Ingredients:
- 6 slices of white bread (about 1/2-inch thick or 15g per slice)
- 1 large egg (50g, lightly beaten)
- 1/4 cup (60ml) water
- 1/2 pound (225g) raw shrimp, peeled and deveined
- 1 clove garlic, minced (about 5g)
- 1 teaspoon fresh ginger, minced (about 5g)
- 1 tablespoon sesame oil (15ml)
- 1 tablespoon soy sauce (15ml)
- 1 green onion, finely chopped (about 15g)
- Salt and pepper to taste
- Vegetable oil for frying (about 1-2 cups, depending on the frying method)

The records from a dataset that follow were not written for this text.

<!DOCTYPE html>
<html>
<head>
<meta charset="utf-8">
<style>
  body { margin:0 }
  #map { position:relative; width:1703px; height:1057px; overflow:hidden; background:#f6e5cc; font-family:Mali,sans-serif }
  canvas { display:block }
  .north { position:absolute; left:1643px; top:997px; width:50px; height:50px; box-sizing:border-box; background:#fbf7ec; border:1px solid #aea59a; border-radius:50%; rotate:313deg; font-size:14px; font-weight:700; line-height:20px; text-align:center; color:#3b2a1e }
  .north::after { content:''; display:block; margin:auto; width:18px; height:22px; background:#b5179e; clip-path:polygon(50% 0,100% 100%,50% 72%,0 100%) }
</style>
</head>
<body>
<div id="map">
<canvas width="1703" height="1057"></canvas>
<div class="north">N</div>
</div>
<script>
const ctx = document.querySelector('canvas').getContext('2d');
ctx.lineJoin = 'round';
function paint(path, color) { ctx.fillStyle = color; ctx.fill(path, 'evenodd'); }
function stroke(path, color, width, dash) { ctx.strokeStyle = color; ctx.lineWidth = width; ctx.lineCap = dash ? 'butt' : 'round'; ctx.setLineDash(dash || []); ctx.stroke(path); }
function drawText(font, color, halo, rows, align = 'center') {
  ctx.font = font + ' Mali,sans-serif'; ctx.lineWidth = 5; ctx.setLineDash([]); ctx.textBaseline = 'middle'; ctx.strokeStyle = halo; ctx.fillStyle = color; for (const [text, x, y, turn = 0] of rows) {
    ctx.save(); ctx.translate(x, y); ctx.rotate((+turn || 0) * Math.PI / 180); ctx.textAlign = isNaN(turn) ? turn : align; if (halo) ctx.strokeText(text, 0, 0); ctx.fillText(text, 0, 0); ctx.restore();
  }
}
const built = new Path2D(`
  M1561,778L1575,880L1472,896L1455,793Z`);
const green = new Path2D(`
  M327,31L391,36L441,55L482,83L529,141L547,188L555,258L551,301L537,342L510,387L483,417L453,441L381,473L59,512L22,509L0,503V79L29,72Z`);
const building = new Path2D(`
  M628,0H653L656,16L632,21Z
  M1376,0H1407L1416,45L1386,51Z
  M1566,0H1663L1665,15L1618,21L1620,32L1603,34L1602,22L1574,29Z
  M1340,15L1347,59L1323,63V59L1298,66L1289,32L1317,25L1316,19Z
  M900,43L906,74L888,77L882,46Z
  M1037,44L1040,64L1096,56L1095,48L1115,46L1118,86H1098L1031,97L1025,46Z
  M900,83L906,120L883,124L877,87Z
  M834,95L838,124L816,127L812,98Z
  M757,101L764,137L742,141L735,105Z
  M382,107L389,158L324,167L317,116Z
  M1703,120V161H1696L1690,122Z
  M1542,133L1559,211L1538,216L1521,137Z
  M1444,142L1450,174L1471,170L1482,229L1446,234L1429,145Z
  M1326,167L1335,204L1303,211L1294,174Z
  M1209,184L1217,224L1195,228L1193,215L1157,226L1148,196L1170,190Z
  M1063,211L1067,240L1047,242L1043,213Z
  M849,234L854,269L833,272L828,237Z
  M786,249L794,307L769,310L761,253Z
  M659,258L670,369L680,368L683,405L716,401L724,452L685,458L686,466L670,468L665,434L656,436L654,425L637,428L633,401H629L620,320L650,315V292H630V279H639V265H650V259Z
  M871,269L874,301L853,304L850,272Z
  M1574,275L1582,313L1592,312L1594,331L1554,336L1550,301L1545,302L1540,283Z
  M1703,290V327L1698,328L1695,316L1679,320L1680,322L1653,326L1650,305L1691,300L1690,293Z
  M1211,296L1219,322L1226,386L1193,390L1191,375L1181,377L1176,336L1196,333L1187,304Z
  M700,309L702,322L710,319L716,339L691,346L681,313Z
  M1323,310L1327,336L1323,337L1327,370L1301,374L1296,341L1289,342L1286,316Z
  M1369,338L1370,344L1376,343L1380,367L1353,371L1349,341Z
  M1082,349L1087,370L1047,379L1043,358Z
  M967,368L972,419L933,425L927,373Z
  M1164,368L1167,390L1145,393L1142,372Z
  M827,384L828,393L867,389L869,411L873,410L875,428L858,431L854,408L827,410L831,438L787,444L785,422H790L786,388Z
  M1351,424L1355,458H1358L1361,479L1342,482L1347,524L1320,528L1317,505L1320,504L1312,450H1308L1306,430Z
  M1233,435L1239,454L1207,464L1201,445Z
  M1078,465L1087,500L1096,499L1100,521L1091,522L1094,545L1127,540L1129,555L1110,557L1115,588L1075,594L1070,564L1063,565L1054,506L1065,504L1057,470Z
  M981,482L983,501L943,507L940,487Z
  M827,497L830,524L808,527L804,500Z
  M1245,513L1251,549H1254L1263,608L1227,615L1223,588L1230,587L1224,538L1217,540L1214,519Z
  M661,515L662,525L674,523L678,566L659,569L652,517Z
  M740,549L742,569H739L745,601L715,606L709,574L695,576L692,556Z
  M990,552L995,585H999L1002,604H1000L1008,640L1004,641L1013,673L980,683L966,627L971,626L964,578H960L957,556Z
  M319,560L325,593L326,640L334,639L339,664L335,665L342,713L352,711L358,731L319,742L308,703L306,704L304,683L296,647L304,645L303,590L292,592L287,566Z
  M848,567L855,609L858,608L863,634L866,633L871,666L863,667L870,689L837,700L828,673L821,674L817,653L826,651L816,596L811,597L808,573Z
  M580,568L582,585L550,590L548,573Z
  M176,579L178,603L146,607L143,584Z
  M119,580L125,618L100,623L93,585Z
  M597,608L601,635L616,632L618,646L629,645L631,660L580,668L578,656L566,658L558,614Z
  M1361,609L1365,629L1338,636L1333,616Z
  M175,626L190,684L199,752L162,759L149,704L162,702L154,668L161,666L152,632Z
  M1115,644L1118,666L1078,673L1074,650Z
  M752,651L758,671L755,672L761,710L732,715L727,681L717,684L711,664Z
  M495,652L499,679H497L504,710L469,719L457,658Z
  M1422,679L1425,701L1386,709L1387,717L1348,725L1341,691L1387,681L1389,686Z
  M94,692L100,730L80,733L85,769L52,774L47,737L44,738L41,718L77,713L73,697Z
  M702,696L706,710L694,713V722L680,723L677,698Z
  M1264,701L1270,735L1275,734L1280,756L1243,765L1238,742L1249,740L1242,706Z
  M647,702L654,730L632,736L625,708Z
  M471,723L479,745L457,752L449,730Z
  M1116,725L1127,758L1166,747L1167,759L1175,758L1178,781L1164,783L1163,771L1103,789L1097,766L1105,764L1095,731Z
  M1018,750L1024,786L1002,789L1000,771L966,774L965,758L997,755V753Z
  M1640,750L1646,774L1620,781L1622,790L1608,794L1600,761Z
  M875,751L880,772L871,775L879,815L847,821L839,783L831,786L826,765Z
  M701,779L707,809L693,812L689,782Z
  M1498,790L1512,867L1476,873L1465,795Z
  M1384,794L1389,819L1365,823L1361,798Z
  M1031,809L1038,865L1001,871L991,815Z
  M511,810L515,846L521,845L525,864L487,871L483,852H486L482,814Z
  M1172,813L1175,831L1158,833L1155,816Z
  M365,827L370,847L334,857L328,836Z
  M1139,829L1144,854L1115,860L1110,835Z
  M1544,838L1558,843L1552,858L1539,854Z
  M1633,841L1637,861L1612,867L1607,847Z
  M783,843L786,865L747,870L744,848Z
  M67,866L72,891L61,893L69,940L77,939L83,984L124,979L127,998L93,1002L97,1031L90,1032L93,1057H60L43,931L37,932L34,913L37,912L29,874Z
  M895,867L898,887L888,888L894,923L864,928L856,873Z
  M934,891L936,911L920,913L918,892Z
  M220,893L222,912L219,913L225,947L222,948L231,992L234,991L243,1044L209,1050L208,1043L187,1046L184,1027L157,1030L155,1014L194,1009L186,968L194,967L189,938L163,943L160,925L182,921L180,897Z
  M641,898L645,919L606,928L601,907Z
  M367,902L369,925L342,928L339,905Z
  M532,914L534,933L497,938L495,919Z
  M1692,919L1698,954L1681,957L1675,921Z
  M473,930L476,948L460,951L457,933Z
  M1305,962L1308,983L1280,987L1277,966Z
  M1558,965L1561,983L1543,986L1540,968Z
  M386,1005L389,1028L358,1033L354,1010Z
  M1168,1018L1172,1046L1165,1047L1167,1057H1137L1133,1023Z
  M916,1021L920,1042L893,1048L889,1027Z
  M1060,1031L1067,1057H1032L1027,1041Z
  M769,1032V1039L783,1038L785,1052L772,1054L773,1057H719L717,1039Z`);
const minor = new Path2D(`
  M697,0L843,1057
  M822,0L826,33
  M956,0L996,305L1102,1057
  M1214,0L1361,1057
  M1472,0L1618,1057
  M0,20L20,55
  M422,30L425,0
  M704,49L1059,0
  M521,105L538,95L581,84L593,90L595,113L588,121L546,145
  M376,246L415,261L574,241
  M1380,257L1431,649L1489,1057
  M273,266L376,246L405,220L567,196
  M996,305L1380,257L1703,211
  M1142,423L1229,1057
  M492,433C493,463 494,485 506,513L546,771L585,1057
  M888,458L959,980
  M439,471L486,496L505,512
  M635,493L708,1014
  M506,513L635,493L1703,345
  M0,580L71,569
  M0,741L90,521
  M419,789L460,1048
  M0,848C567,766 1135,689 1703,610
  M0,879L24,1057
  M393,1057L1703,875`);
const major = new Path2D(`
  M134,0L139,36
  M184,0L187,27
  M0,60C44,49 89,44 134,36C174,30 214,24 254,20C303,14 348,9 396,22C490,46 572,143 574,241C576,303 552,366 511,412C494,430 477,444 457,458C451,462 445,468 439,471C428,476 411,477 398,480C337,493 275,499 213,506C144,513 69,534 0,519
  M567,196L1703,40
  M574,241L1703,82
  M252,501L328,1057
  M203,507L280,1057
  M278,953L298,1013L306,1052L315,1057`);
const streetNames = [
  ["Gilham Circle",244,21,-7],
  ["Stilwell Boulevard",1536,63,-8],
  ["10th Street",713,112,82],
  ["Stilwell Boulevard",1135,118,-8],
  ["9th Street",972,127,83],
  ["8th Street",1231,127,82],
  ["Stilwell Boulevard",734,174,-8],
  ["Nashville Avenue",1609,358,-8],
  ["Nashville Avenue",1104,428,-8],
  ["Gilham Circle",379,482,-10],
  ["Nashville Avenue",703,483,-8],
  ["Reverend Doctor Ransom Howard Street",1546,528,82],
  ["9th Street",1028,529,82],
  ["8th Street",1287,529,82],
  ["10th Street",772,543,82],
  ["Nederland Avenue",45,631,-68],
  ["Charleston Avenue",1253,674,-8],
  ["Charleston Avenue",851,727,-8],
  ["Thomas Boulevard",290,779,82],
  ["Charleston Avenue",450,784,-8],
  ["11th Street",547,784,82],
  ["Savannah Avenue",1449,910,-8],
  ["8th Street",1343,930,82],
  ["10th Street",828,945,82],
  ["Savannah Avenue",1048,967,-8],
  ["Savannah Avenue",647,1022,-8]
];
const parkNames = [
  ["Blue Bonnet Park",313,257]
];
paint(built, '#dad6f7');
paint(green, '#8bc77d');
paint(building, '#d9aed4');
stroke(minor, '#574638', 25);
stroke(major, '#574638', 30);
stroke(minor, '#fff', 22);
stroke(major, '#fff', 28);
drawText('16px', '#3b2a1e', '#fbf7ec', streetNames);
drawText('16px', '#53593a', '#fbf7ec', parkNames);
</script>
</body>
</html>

- Toasted sesame seeds (optional, for garnish)
Instructions:
- In a food processor, combine raw shrimp, garlic, ginger, sesame oil, soy sauce, green onion, salt, and pepper. Pulse until a smooth paste forms.
- Trim crusts from the bread slices. Spread a thick layer of shrimp mixture on each slice.
- Place the shrimp-topped bread on a baking sheet and chill in the refrigerator for 30 minutes to firm up.
- Heat vegetable oil in a frying pan over medium heat (about 350°F/175°C). In a shallow bowl, mix the beaten egg with water.
- Dip the shrimp-topped bread in the egg mixture. Fry in the hot oil until golden brown on both sides (about 2-3 minutes per side). Drain on paper towels.
- Optionally, sprinkle with sesame seeds. Serve hot with dipping sauce if desired.